Market Reaches a Period of Calm
After several volatile years, Europe’s automotive sector appears to have regained equilibrium. Figures released by the European Automobile Manufacturers’ Association (ACEA) show that car registrations across the European Union have remained largely unchanged in 2025, marking the end of a prolonged decline. The turnaround reflects improved supply conditions, stable energy prices, and more predictable consumer spending. Electric vehicles continue to drive momentum, representing roughly one-fifth of all new car purchases, as government incentives and charging network expansions fuel adoption across major economies.
Chinese EV Makers Deepen Their Presence
As the European market steadies, Chinese carmakers are rapidly strengthening their position on the continent. Automakers including BYD, MG, and Zeekr have stepped up exports and announced plans for European factories designed to ease the impact of new import tariffs. The European Commission introduced duties of up to 35% on China-made electric cars at the end of 2024, following an investigation into government subsidies. Despite these measures, Chinese brands have continued to gain ground, now holding about 5% of Europe’s passenger vehicle market, particularly in lower-cost and fleet segments where affordability is key.

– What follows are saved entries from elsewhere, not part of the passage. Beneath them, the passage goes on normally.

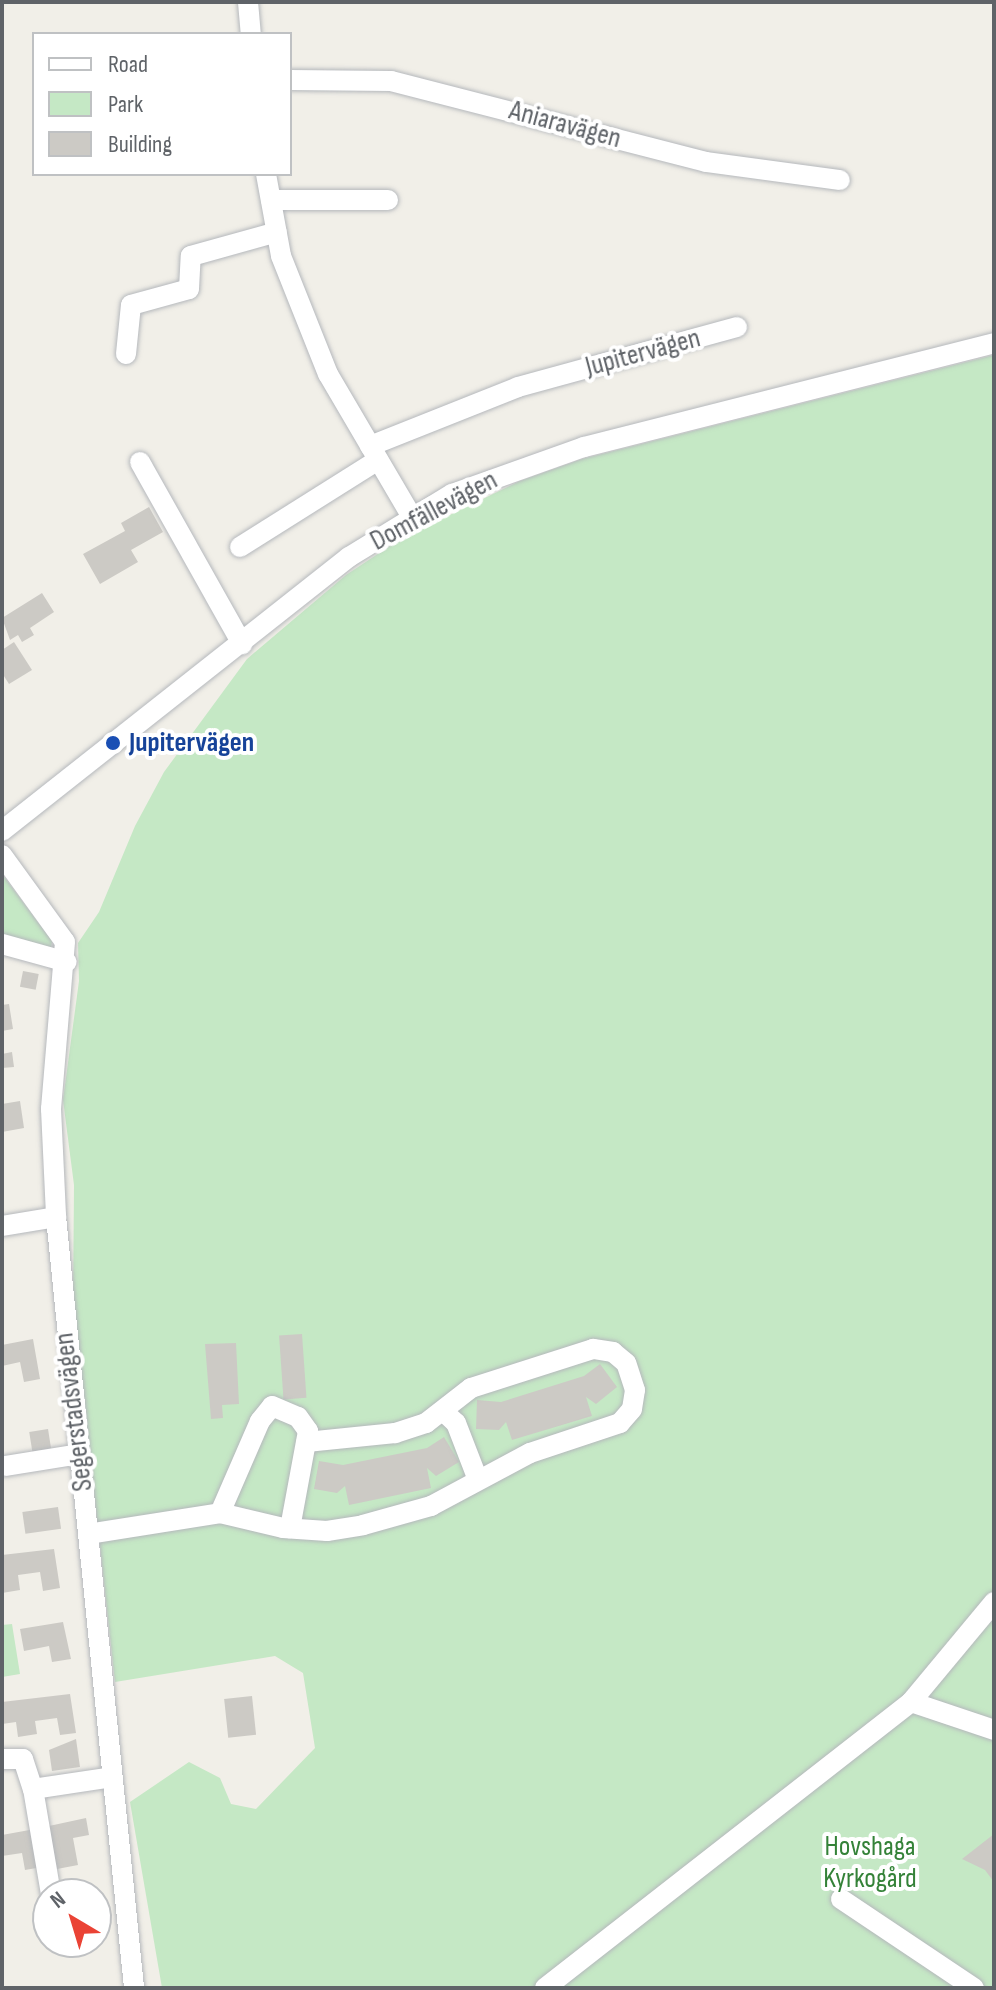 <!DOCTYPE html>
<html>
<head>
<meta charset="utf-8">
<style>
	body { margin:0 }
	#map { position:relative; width:996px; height:1990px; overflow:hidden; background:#f1efe8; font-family:"Sofia Sans Condensed",sans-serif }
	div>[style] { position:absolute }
	.green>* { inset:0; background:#c5e8c5 }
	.building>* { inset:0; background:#cccac5; transform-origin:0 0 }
	.roads { filter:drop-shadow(0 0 2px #b5b8bc) drop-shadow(0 0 2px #b5b8bc) }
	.minor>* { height:20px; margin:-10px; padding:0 10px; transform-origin:10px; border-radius:10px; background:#fff }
	.dots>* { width:22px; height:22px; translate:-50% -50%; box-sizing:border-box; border:4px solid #fff; border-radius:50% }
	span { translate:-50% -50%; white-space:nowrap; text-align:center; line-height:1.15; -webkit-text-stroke:8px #fff; paint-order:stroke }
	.street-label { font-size:28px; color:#5f6368 }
	.transit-label { font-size:28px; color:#164399; font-weight:700 }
	.left { translate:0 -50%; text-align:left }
	.park-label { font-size:28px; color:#348238 }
	.frame { position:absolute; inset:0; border:4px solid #5f6368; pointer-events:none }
	.legend { position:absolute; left:32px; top:32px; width:260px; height:144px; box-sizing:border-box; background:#fff; border:2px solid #bfc1c3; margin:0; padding:10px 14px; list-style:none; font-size:24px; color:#5f6368 }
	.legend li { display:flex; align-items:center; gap:16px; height:40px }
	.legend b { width:40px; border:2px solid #bfc1c3 }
	.north { position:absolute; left:32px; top:1878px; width:80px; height:80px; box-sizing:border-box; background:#fff; border:2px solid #bfc1c3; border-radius:50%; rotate:322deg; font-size:22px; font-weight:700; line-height:32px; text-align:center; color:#5f6368 }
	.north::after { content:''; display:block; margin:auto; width:28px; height:36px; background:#ea4335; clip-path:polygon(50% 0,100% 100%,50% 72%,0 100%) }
</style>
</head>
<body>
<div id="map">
	<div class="green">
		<i style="clip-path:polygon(994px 355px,994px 1988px,162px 1988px,130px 1802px,189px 1762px,220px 1778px,231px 1804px,256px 1809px,315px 1748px,303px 1673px,275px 1656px,115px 1682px,73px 1301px,74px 1185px,63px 1100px,79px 981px,78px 943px,99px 912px,135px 826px,164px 772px,247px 659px,346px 575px,402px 538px,520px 481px,582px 459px)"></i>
		<i style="clip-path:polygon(2px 874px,52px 941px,51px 948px,2px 936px)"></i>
		<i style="clip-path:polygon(12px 1624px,20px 1674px,2px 1677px,2px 1625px)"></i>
	</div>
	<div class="building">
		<i style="clip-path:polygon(149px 507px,163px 532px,131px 550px,138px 562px,100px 584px,83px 554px,125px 531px,121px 523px)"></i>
		<i style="clip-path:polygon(42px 593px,54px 612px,30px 628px,34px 635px,22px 642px,18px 635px,10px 640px,2px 618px)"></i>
		<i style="clip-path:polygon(14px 642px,32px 670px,9px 684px,2px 673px,2px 650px)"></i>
		<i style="left:23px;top:971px;width:16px;height:16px;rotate:11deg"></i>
		<i style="clip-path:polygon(9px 1004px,13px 1029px,2px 1031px,2px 1005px)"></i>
		<i style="clip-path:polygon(12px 1052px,14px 1067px,2px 1068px,2px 1054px)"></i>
		<i style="clip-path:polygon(20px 1101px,24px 1128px,2px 1132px,2px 1104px)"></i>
		<i style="left:302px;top:1334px;width:64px;height:23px;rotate:86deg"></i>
		<i style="clip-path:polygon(33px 1339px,40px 1379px,24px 1382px,20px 1362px,2px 1366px,2px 1345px)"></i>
		<i style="clip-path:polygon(236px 1343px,239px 1404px,222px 1405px,223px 1418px,211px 1419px,205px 1344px)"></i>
		<i style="clip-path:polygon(600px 1364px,617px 1387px,596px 1404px,586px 1397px,592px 1416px,512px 1440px,506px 1422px,499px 1430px,476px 1429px,477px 1400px,501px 1402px,584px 1376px)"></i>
		<i style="left:48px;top:1429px;width:20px;height:19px;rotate:81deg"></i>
		<i style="clip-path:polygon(444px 1437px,459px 1462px,436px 1476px,427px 1468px,431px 1488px,349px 1505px,345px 1486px,337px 1493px,314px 1489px,319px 1461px,343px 1465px,427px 1448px)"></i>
		<i style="left:58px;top:1507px;width:22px;height:36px;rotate:82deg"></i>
		<i style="clip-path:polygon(54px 1549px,60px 1588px,43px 1591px,40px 1572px,18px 1575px,20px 1590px,2px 1593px,2px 1555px)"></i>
		<i style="clip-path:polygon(63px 1622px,71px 1659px,52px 1662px,49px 1646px,24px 1651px,20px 1629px)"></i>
		<i style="clip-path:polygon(70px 1694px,76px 1733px,60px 1735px,57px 1718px,35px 1721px,37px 1734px,18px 1737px,16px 1722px,2px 1724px,2px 1702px)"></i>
		<i style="left:252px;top:1696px;width:39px;height:28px;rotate:84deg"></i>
		<i style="clip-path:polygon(76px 1739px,80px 1767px,52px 1771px,49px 1750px)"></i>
		<i style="clip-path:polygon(86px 1818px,89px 1835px,73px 1838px,78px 1865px,57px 1869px,49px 1826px)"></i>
		<i style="clip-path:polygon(35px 1829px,42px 1867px,25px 1870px,22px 1853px,2px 1856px,2px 1835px)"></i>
		<i style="clip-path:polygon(994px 1834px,994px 1882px,985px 1870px,962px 1859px)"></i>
	</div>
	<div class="roads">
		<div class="minor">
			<i style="left:248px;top:2px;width:32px;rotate:85deg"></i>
			<i style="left:290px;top:80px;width:101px;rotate:0.6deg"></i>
			<i style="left:391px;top:81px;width:325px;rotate:14.4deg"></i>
			<i style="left:706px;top:162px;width:135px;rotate:7.7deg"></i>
			<i style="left:266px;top:174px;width:83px;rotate:79.6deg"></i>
			<i style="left:281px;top:256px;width:127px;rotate:68.3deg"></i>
			<i style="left:328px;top:374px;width:166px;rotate:59.6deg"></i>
			<i style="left:271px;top:200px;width:117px"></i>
			<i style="left:126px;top:354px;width:49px;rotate:-84.2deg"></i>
			<i style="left:131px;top:305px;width:60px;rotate:-15.4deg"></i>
			<i style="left:189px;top:289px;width:33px;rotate:-87deg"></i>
			<i style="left:191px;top:256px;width:89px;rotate:-15.6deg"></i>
			<i style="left:370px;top:446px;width:159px;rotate:-21.7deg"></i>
			<i style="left:518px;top:387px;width:227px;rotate:-15.3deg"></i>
			<i style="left:140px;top:462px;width:209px;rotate:60.7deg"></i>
			<i style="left:240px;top:547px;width:163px;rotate:-32.2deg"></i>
			<i style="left:2px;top:831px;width:442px;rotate:-38.3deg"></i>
			<i style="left:349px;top:557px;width:121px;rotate:-31.5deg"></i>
			<i style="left:452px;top:494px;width:140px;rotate:-19.6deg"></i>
			<i style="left:584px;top:447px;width:423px;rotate:-14.2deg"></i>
			<i style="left:2px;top:855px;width:107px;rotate:54.1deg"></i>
			<i style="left:65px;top:942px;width:168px;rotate:94.8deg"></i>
			<i style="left:51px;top:1109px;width:108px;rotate:87.3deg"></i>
			<i style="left:56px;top:1217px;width:775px;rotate:84.22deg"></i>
			<i style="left:2px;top:944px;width:67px;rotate:15.5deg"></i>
			<i style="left:2px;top:1226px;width:55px;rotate:-9.5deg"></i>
			<i style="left:444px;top:1412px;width:16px;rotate:43deg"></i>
			<i style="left:456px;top:1423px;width:61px;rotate:68.9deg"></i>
			<i style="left:5px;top:1466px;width:76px;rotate:-9.1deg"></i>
			<i style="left:220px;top:1513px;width:100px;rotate:-66.5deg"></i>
			<i style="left:260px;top:1421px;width:19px;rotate:-51deg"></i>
			<i style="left:272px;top:1406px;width:28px;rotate:23deg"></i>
			<i style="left:298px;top:1417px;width:17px;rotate:54deg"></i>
			<i style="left:308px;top:1431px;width:99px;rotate:100.5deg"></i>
			<i style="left:88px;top:1534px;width:134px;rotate:-9deg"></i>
			<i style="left:220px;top:1513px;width:65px;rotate:13.4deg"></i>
			<i style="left:283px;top:1528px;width:44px;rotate:3.9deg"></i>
			<i style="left:327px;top:1531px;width:36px;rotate:-9deg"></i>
			<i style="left:363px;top:1525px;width:71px;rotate:-15.6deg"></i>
			<i style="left:431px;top:1506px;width:112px;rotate:-28.2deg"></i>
			<i style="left:530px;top:1453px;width:95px;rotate:-18.4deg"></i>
			<i style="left:620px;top:1423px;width:18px;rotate:-49deg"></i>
			<i style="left:632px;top:1409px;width:19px;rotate:-81deg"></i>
			<i style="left:635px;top:1390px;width:28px;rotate:-108deg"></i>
			<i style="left:626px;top:1363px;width:17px;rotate:-140deg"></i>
			<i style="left:613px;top:1352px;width:20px;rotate:-171deg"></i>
			<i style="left:593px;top:1349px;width:128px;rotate:162.3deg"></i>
			<i style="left:471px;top:1388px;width:57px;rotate:142.1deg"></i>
			<i style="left:426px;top:1423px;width:33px;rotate:162deg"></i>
			<i style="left:395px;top:1433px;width:89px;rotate:174.2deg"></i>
			<i style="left:911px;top:1702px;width:130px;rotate:-50.3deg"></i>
			<i style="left:2px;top:1759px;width:21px"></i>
			<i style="left:23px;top:1759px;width:32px;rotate:72deg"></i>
			<i style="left:51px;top:1894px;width:107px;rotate:-99.7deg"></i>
			<i style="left:33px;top:1789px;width:80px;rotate:-8.6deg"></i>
			<i style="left:841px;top:1899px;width:160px;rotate:33.8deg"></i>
			<i style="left:545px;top:1988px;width:464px;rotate:-38deg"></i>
			<i style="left:911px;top:1702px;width:88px;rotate:18.6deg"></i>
		</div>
	</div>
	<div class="dots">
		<i style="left:113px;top:743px;background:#1a4fb4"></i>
	</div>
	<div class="street-label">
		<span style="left:565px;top:125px;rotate:15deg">Aniaravägen</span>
		<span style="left:643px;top:353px;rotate:-15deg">Jupitervägen</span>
		<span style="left:434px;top:511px;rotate:-28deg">Domfällevägen</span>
		<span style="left:74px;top:1412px;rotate:-97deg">Segerstadsvägen</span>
	</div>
	<div class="transit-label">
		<span class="left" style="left:129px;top:743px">Jupitervägen</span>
	</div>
	<div class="park-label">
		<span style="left:870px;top:1863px">Hovshaga<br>Kyrkogård</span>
	</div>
	<div class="frame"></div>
	<ul class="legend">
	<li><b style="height:10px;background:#fff"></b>Road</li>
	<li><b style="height:22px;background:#c5e8c5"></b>Park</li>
	<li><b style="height:22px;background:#cccac5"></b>Building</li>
	</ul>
	<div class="north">N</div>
</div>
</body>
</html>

Traditional Automakers Under Growing Pressure
For Europe’s established players such as Renault, Stellantis, and Volkswagen, steady sales figures have not translated into stronger earnings. The arrival of competitively priced Chinese models has tightened margins and increased the urgency for European companies to cut costs and expand domestic battery production. Industry groups are urging the EU to ramp up support for clean manufacturing and strengthen investment in electric technology to protect jobs and competitiveness. Analysts caution that 2026 will be pivotal in determining whether Europe’s automakers can adapt quickly enough to remain leaders in an increasingly global and electrified market.